Recovery and Resilience on Louisiana’s Coast

On August 29, 2021, Hurricane Ida struck southeast Louisiana as a Category 4 storm with 150 mph winds. It ties Hurricane Laura (2020) and The Last Island Hurricane (1856) as the strongest hurricanes ever to make landfall in Louisiana.

The storm was a stark reminder of the ever-increasing vulnerability of coastal communities and the great importance of our Gulf team’s work to increase community resilience in the face of climate change. While many of the NWF staff in Louisiana and our partners were evacuated from our homes in the weeks following the storm, we were all clear that our response had to center on the communities in greatest need of support – often the overlooked communities already harmed by fossil fuel production, land loss, and sea level rise. 
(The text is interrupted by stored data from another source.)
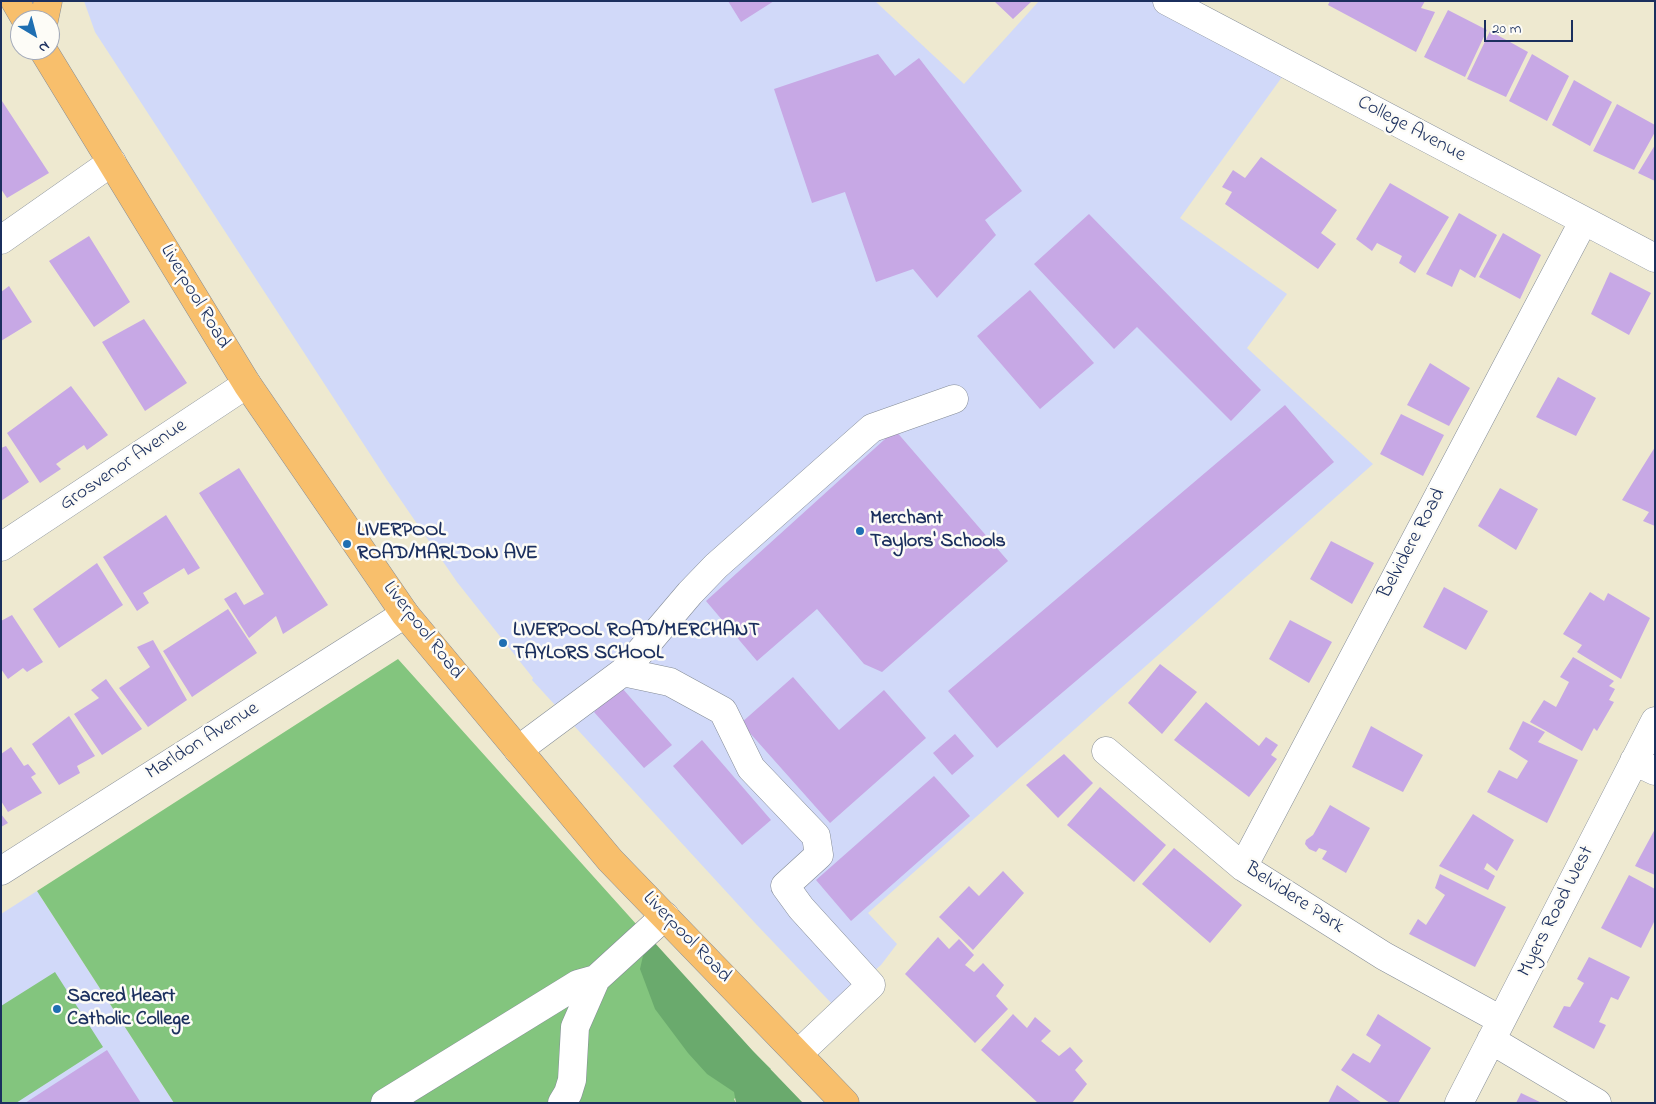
<!DOCTYPE html>
<html>
<head>
<meta charset="utf-8">
<style>
	body { margin:0 }
	#map { position:relative; width:1656px; height:1104px; overflow:hidden; background:#eee9d0; font-family:"Indie Flower",sans-serif }
	canvas { display:block }
	.frame { position:absolute; inset:0; border:2px solid #1b2f5e; pointer-events:none }
	.north { position:absolute; left:10px; top:10px; width:50px; height:50px; box-sizing:border-box; background:#fdfcf7; border:1px solid #a3aaba; border-radius:50%; rotate:143deg; font-size:14px; font-weight:700; line-height:20px; text-align:center; color:#1b2f5e }
	.north::after { content:''; display:block; margin:auto; width:18px; height:22px; background:#1f6fb2; clip-path:polygon(50% 0,100% 100%,50% 72%,0 100%) }
	.scale { position:absolute; left:1484px; top:20px; width:89px; height:22px; box-sizing:border-box; border:2px solid #1b2f5e; border-top:0; padding-left:6px; font-size:15px; line-height:18px; white-space:nowrap; color:#1b2f5e; -webkit-text-stroke:4px #fdfcf7; paint-order:stroke }
</style>
</head>
<body>
<div id="map">
<canvas width="1656" height="1104"></canvas>
<div class="frame"></div>
<div class="north">N</div>
<div class="scale">20 m</div>
</div>
<script>
const ctx = document.querySelector('canvas').getContext('2d');
ctx.lineJoin = 'round';
function fillPath(path, color) { ctx.fillStyle = color; ctx.fill(path, 'evenodd'); }
const toPath = rows => new Path2D(rows.map(r => 'M' + r).join(''));
function trace(path, color, width, dash) { ctx.strokeStyle = color; ctx.lineWidth = width; ctx.lineCap = dash ? 'butt' : 'round'; ctx.setLineDash(dash || []); ctx.stroke(path); }
function label(font, color, halo, rows, align = 'center') {
  ctx.font = font + ' "Indie Flower",sans-serif'; ctx.lineWidth = 5; ctx.setLineDash([]); ctx.textBaseline = 'middle'; ctx.strokeStyle = halo; ctx.fillStyle = color; for (const [text, x, y, turn = 0] of rows) {
    ctx.save(); ctx.translate(x, y); ctx.rotate((+turn || 0) * Math.PI / 180); ctx.textAlign = isNaN(turn) ? turn : align; if (halo) ctx.strokeText(text, 0, 0); ctx.fillText(text, 0, 0); ctx.restore();
  }
}
const built = toPath([
	[84,1,875,1,964,84,1039,1,1171,1,1290,66,1180,218,1287,294,1247,348,1373,464,868,913,897,944,881,965,834,1006,755,923,532,680,533,678,457,582,387,480,95,32],
	[37,891,174,1103,1,1103,1,914]
]);
const green = toPath([
	[398,659,637,925,589,972,373,1103,174,1103,37,891],
	[645,947,771,1069,734,1099,736,1103,576,1103,584,1034,602,991],
	[55,972,103,1047,16,1103,1,1103,1,1006],
	[581,993,556,1103,405,1103]
]);
const forest = toPath([
	[654,942,753,1051,803,1103,736,1103,734,1092,707,1074,688,1053,655,1009,640,969,645,947]
]);
const building = toPath([
	[728,1,774,1,741,22],
	[994,1,1032,1,1013,19],
	[1330,1,1425,1,1421,8,1435,12,1416,52,1328,5],
	[1448,10,1487,30,1465,77,1424,57],
	[1490,31,1528,52,1506,97,1467,79],
	[878,54,895,76,919,58,1022,191,985,220,996,235,937,298,913,269,876,282,845,192,812,203,774,89],
	[1532,54,1569,76,1547,121,1509,101],
	[1574,80,1612,102,1590,146,1552,125],
	[2,101,49,173,7,198,1,189,1,102],
	[1617,104,1655,125,1655,132,1634,170,1593,151],
	[1655,145,1655,181,1638,173],
	[1261,157,1337,210,1321,233,1336,244,1318,269,1225,204,1232,192,1222,187,1233,170,1245,178],
	[1390,183,1449,217,1415,273,1399,263,1402,256,1377,243,1372,251,1356,239],
	[1459,213,1497,235,1475,278,1460,269,1452,287,1426,274],
	[1089,214,1261,390,1231,421,1137,327,1114,349,1034,264],
	[1503,233,1541,255,1520,299,1479,277],
	[89,236,130,302,94,327,49,261],
	[1610,272,1651,293,1629,335,1591,314],
	[9,286,32,322,1,341,1,292],
	[1030,290,1094,363,1040,409,977,336],
	[144,319,187,383,145,411,102,342],
	[1430,363,1470,388,1449,426,1407,405],
	[1558,377,1596,398,1576,436,1536,417],
	[71,386,108,435,87,450,84,445,56,464,61,469,40,483,7,433],
	[1285,405,1334,462,997,748,948,691],
	[1401,414,1444,435,1423,476,1380,454],
	[895,430,1008,561,882,672,864,664,817,609,757,661,706,601],
	[6,446,29,482,1,501,1,448],
	[1655,447,1655,526,1643,521,1649,512,1622,500],
	[239,468,328,605,283,634,276,616,249,638,224,599,236,592,244,605,264,594,199,493],
	[1500,488,1538,509,1516,550,1478,526],
	[166,515,200,568,188,575,184,568,143,593,149,603,137,611,103,557],
	[1331,541,1374,563,1352,604,1310,579],
	[97,563,123,605,59,648,33,609],
	[1444,587,1488,611,1466,650,1423,627],
	[1590,592,1604,601,1608,593,1650,618,1621,679,1577,652,1582,645,1563,634],
	[228,609,257,653,192,697,163,651],
	[12,615,43,662,27,672,23,668,8,679,1,669,1,621],
	[1290,620,1332,642,1309,683,1269,659],
	[153,640,187,700,148,727,119,688,150,667,137,647],
	[1573,657,1614,681,1609,686,1615,689,1609,700,1614,702,1597,731,1594,728,1582,751,1530,722,1544,700,1556,707,1569,682,1560,677],
	[1160,664,1197,692,1162,734,1128,703],
	[793,677,839,730,884,690,926,738,830,823,741,723],
	[106,679,142,729,102,755,74,714,99,698,91,690],
	[622,688,672,745,644,768,594,712],
	[1206,702,1259,746,1266,737,1278,745,1271,755,1277,759,1249,797,1174,740],
	[69,716,95,756,77,766,80,773,59,785,32,744],
	[1523,721,1545,732,1538,742,1578,760,1547,823,1487,792,1499,770,1517,779,1528,761,1509,749],
	[1371,726,1423,755,1403,792,1352,767],
	[955,734,974,756,952,775,933,753],
	[702,740,771,820,742,845,673,766],
	[11,747,24,766,28,764,36,774,31,777,42,793,8,812,1,801,1,754],
	[1064,754,1093,783,1058,818,1026,785],
	[934,776,970,816,851,921,816,880],
	[1100,787,1166,845,1134,882,1067,825],
	[1330,805,1370,828,1346,873,1322,859,1327,851,1319,848,1316,852,1309,849,1305,844,1306,840,1313,835],
	[1,814,8,823,1,827],
	[1473,814,1514,840,1497,871,1487,863,1484,869,1495,876,1488,890,1439,866],
	[1655,829,1655,875,1635,866],
	[1174,848,1242,905,1210,943,1142,884],
	[1003,871,1024,893,973,950,939,917,969,886,979,896],
	[1440,874,1506,907,1475,967,1409,934,1418,919,1426,925,1445,895,1435,888],
	[1629,875,1655,889,1655,920,1641,948,1601,928],
	[938,937,949,949,959,939,974,955,965,965,974,972,983,963,1004,985,996,996,1008,1009,975,1043,905,974],
	[1589,957,1630,977,1618,1000,1611,997,1599,1022,1606,1025,1594,1049,1553,1027,1564,1006,1570,1007,1584,983,1577,979],
	[1013,1014,1027,1028,1035,1017,1051,1031,1041,1041,1059,1056,1070,1047,1083,1061,1075,1070,1087,1084,1072,1103,1038,1103,981,1050],
	[1378,1014,1431,1048,1398,1103,1390,1103,1341,1070,1353,1053,1370,1063,1381,1045,1366,1035],
	[107,1050,141,1103,25,1103],
	[1337,1085,1362,1103,1328,1103],
	[1521,1093,1542,1103,1516,1103]
]);
const minor = toPath([
	[1167,1,1655,258],
	[1,240,112,162],
	[1,547,247,384],
	[623,672,690,593,716,566,872,428,954,399],
	[518,750,623,672,670,682,723,711,751,768,816,836,819,855,785,886,801,908,871,985,798,1054],
	[1106,751,1243,867,1384,956,1501,1020],
	[1634,761,1655,771],
	[1243,867,1583,222],
	[1,871,405,614],
	[1491,1040,1597,1103],
	[385,1103,578,984,596,979],
	[562,1103,568,1093,572,1080,575,1027,596,979,665,916],
	[1459,1103,1655,721]
]);
const highway = toPath([
	[15,1,26,20],
	[44,20,48,1],
	[43,50,247,384,405,614,610,860,845,1103]
]);
const markers = [
	[860,531,5,"#1f6fb2"],
	[347,544,5,"#1f6fb2"],
	[503,643,5,"#1f6fb2"],
	[57,1009,5,"#1f6fb2"]
];
const streetNames = [
	["College Avenue",1411,130,28],
	["Liverpool Road",194,297,59],
	["Grosvenor Avenue",124,466,-34],
	["Belvidere Road",1413,544,-62],
	["Liverpool Road",422,631,52],
	["Marldon Avenue",203,742,-32],
	["Belvidere Park",1294,899,33],
	["Myers Road West",1557,912,-63],
	["Liverpool Road",686,938,46]
];
const poiNames = [
	["Merchant",870,520],
	["Taylors' Schools",870,543],
	["LIVERPOOL",357,532],
	["ROAD/MARLDON AVE",357,555],
	["LIVERPOOL ROAD/MERCHANT",513,632],
	["TAYLORS SCHOOL",513,655],
	["Sacred Heart",67,998],
	["Catholic College",67,1021]
];
fillPath(built, '#d1d9f9');
fillPath(green, '#83c57e');
fillPath(forest, '#6aaa6d');
fillPath(building, '#c7a8e5');
trace(minor, '#848c97', 29);
trace(highway, '#848c97', 29);
trace(minor, '#fff', 28);
trace(highway, '#f8bf6c', 28);
for (const [x, y, r, color] of markers) { const dot = new Path2D(); dot.arc(x, y, r, 0, 2 * Math.PI); ctx.fillStyle = color; ctx.fill(dot); trace(dot, '#fdfcf7', 2); }
label('20px', '#1b2f5e', '#fdfcf7', streetNames);
label('bold 20px', '#1b2f5e', '#fdfcf7', poiNames, 'left');
</script>
</body>
</html>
So while national audiences saw New Orleans featured prominently in the news, the storm had most impacted smaller, more rural communities. Working with our community-based contacts, NWF’s Gulf team gutted houses, tarped roofs, and used our online platforms to elevate the mutual aid networks, community-based organizations, and direct service funds that were addressing the immediate needs of people impacted by the storm, especially in Indigenous and predominantly Black communities who are often overlooked during disaster relief efforts. As our region experiences more and more climate disasters, it is critical that we work to address the ways disaster recovery can, and often does, perpetuate existing inequities in our society, leaving communities who have experienced the most harm with even fewer resources. 

Volunteers, including NWF attorney Faye Matthews, Sa’Rah Hamm, Attorney Michael Brown, and Grace Morrisassist, assist with community clean-up after Hurricane Ida.
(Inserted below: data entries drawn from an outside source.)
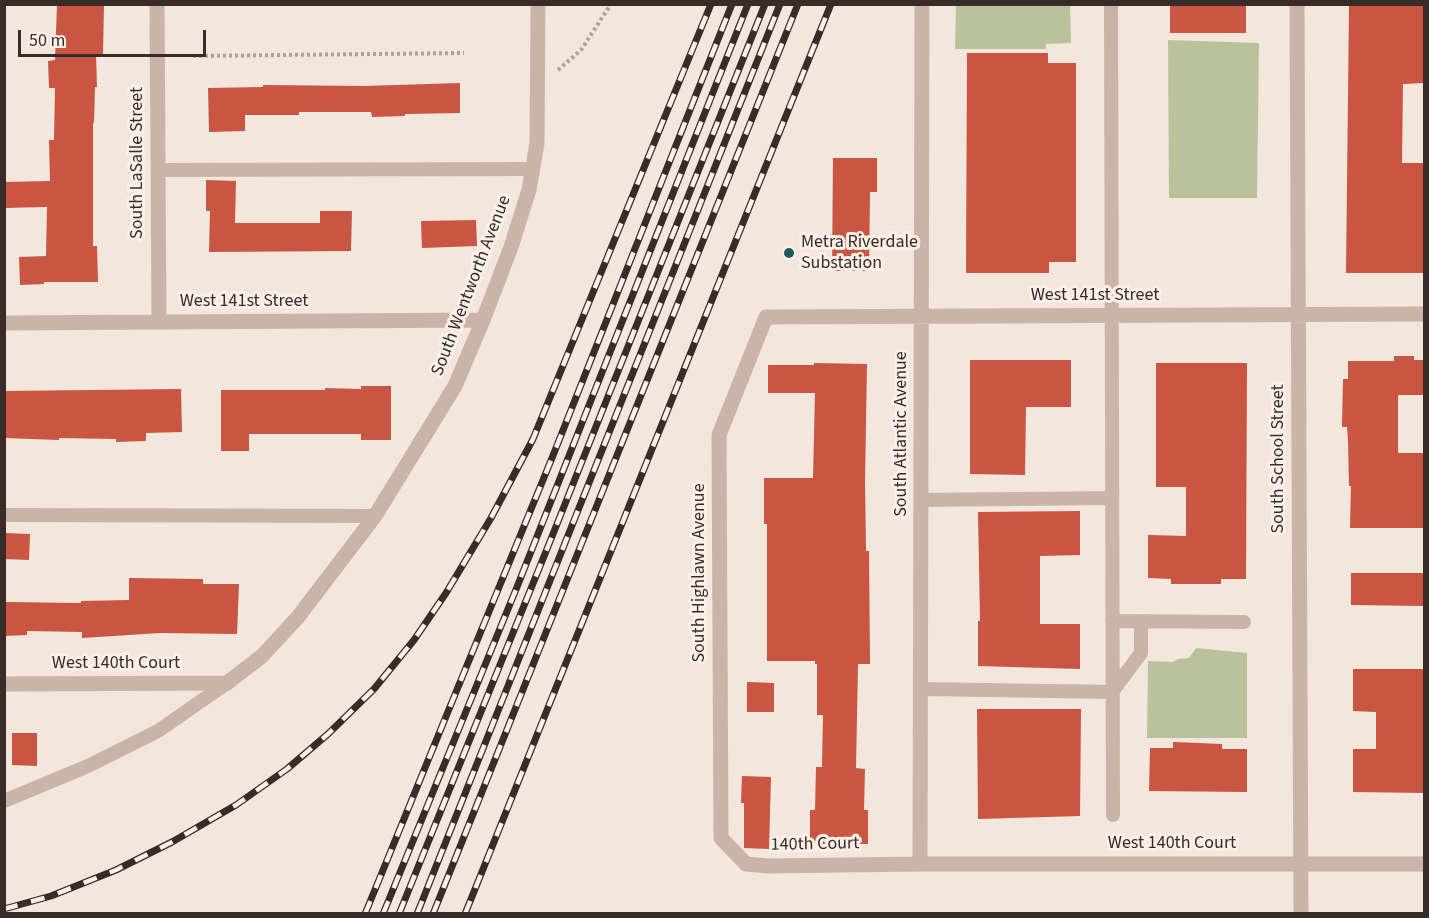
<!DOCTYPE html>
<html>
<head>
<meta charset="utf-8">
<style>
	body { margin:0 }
	#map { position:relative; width:1429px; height:918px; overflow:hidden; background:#f3e6dc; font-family:"Source Sans 3",sans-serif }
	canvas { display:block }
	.frame { position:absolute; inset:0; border:6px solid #382b28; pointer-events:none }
	.scale { position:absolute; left:18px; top:30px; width:188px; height:27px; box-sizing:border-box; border:3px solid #382b28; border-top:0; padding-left:8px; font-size:18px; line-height:21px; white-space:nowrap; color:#382b28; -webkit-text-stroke:4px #faf0e9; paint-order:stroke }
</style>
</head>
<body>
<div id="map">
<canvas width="1429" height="918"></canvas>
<div class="frame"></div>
<div class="scale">50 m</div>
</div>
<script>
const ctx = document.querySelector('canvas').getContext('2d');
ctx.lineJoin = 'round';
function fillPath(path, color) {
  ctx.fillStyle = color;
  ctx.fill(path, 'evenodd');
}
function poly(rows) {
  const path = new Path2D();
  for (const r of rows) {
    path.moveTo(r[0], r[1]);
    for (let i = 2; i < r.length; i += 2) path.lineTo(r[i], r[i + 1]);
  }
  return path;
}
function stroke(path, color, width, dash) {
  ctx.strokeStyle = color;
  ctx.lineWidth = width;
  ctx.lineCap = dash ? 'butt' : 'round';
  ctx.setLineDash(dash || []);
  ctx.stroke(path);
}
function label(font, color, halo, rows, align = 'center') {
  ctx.font = font + ' "Source Sans 3",sans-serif';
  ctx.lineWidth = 6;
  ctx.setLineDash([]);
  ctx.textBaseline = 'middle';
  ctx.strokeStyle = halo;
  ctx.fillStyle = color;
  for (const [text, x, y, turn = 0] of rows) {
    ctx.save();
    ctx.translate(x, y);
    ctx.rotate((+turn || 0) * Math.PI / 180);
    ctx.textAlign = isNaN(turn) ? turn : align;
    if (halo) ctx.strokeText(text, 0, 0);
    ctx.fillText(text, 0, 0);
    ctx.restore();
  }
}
fillPath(poly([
	[956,5,1070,5,1071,43,1046,44,1046,49,955,49],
	[1168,40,1259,43,1257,198,1169,198],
	[1196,648,1247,653,1247,738,1147,738,1148,661,1172,662,1178,659,1189,658]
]), '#bac29b');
fillPath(poly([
	[57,4,104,4,103,54,96,54,97,87,95,87,94,123,93,123,93,246,97,246,98,282,44,282,44,284,20,285,19,257,46,256,47,207,4,208,4,182,50,181,49,140,54,140,55,88,49,88,48,61,55,60],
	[1170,4,1246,4,1246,33,1170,33],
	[1349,6,1425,6,1425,83,1403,84,1402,163,1425,163,1425,273,1346,273],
	[967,53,1048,53,1048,63,1076,63,1076,262,1049,262,1049,273,966,273],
	[460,83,460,113,405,114,405,116,372,117,371,112,299,112,299,115,245,115,245,131,209,132,208,88,263,87,263,85,364,86],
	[833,158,877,158,877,192,870,192,869,271,832,271],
	[206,180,236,181,235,223,320,223,320,211,352,211,351,251,209,252,210,211,206,211],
	[476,220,477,246,422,248,421,221],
	[1394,356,1414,356,1414,360,1425,360,1425,395,1398,395,1398,453,1425,453,1425,528,1350,528,1351,486,1349,486,1348,441,1347,427,1342,427,1343,379,1348,379,1348,361,1394,361],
	[970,360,1071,360,1071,407,1026,407,1025,475,970,474],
	[814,363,867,364,865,481,866,551,869,551,870,664,858,664,856,768,865,769,864,810,868,810,868,844,810,844,810,810,815,810,816,767,822,767,823,715,817,715,817,664,815,664,815,661,767,661,767,524,764,524,764,478,813,478,815,393,768,393,768,365,814,365],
	[1156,363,1247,363,1246,579,1221,579,1221,584,1171,584,1171,579,1148,578,1148,535,1186,536,1186,487,1156,487],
	[361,386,391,386,391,440,361,440,361,434,249,434,249,451,221,451,221,390,325,390,325,388,361,389],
	[181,389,182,432,146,433,146,441,116,442,116,439,59,438,59,440,4,438,4,391],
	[1080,511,1080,555,1040,556,1040,624,1080,624,1080,669,978,666,978,621,980,621,978,512],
	[4,533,30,534,29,560,4,559],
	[1351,573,1425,573,1425,606,1351,605],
	[129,578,203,579,203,584,239,584,237,634,160,633,82,638,82,632,27,631,27,635,4,636,4,602,81,603,81,601,129,600],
	[1353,669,1425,669,1425,793,1353,792,1353,749,1376,749,1376,712,1353,711],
	[747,682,774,683,774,712,747,712],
	[977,709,1081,709,1080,816,978,819],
	[12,733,37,733,37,766,12,765],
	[1173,742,1222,744,1222,749,1247,749,1247,792,1149,791,1150,748,1173,748],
	[742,776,771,777,769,849,744,848,744,803,741,803]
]), '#c95543');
stroke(poly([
	[193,56,464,53],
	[558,70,581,50,611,4]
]), '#b79e91', 4, [3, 3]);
stroke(poly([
	[1111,4,1113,815],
	[158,170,533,169],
	[921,500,1112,498],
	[4,515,375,516],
	[1112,621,1244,622],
	[921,689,1112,692,1141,653,1141,621],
	[4,801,88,766,158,731,227,683]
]), '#cbb4a7', 14);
stroke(poly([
	[157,4,159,322],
	[1297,4,1301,914],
	[1424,314,766,317,719,435,721,838,746,864,768,866,920,864,1424,864],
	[4,323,483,320],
	[4,684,227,683,262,656,298,617,375,516,455,386,483,320,511,247,529,190,537,143,538,4],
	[920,864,922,4]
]), '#cbb4a7', 15);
const rail = poly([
	[4,909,51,896,116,870,172,842,236,805,287,769,328,734,374,689,414,640,446,593,491,518,533,439,711,4],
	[365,914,552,458,732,4],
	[383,914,517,587,748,4],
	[399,914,549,544,765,4],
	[417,914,780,4],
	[433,914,798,4],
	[465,914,831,4]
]);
stroke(rail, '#382b28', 7);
stroke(rail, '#faf0e9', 4.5, [14]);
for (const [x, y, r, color] of [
	[789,253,6,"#1c5b58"]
]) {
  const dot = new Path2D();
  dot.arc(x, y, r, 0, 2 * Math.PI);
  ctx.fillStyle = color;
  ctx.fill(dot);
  stroke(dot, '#faf0e9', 2);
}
label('18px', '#382b28', '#faf0e9', [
	["South LaSalle Street",138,163,-90],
	["South Wentworth Avenue",472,286,-69],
	["West 141st Street",1095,296],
	["West 141st Street",244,302],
	["South Atlantic Avenue",902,434,-90],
	["South School Street",1279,459,-90],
	["South Highlawn Avenue",700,573,-90],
	["West 140th Court",116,664],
	["West 140th Court",1172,844],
	["140th Court",815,845,-1]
]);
label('18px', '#382b28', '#faf0e9', [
	["Metra Riverdale",801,243],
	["Substation",801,264]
], 'left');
</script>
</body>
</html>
The National Wildlife Federation is primarily working to address these inequities in the work we do to help vulnerable communities prepare for climate threats like sea level rise and strong storms. Our Gulf team continues to build on our decades of work to make the Louisiana coast more resilient through large-scale coastal restoration. We are continually striving to address inequity through long-standing community partnerships, centering social vulnerability into our technical and policy work, and weaving equity principles throughout all of the strategies driving our coastal restoration efforts. With billions of dollars being spent in the next several years to advance ecosystem restoration in Louisiana, it is imperative that we ensure this massive undertaking is serving everyone, especially the most vulnerable and historically marginalized people.

We know recovering from Ida will take many years and while those efforts are ongoing, NWF will be working hard to ensure critical restoration projects will be implemented that will increase the resilience of the region. Hurricane Ida made clear that these efforts are more important and urgent than ever. The good news is that Louisiana is making unprecedented progress in its coastal resilience efforts. This year, our team will be heavily engaged in seeing major restoration projects meet milestones that have been decades in the making. Our success moving forward will be because of the strong, continued advocacy of our NWF members and supporters.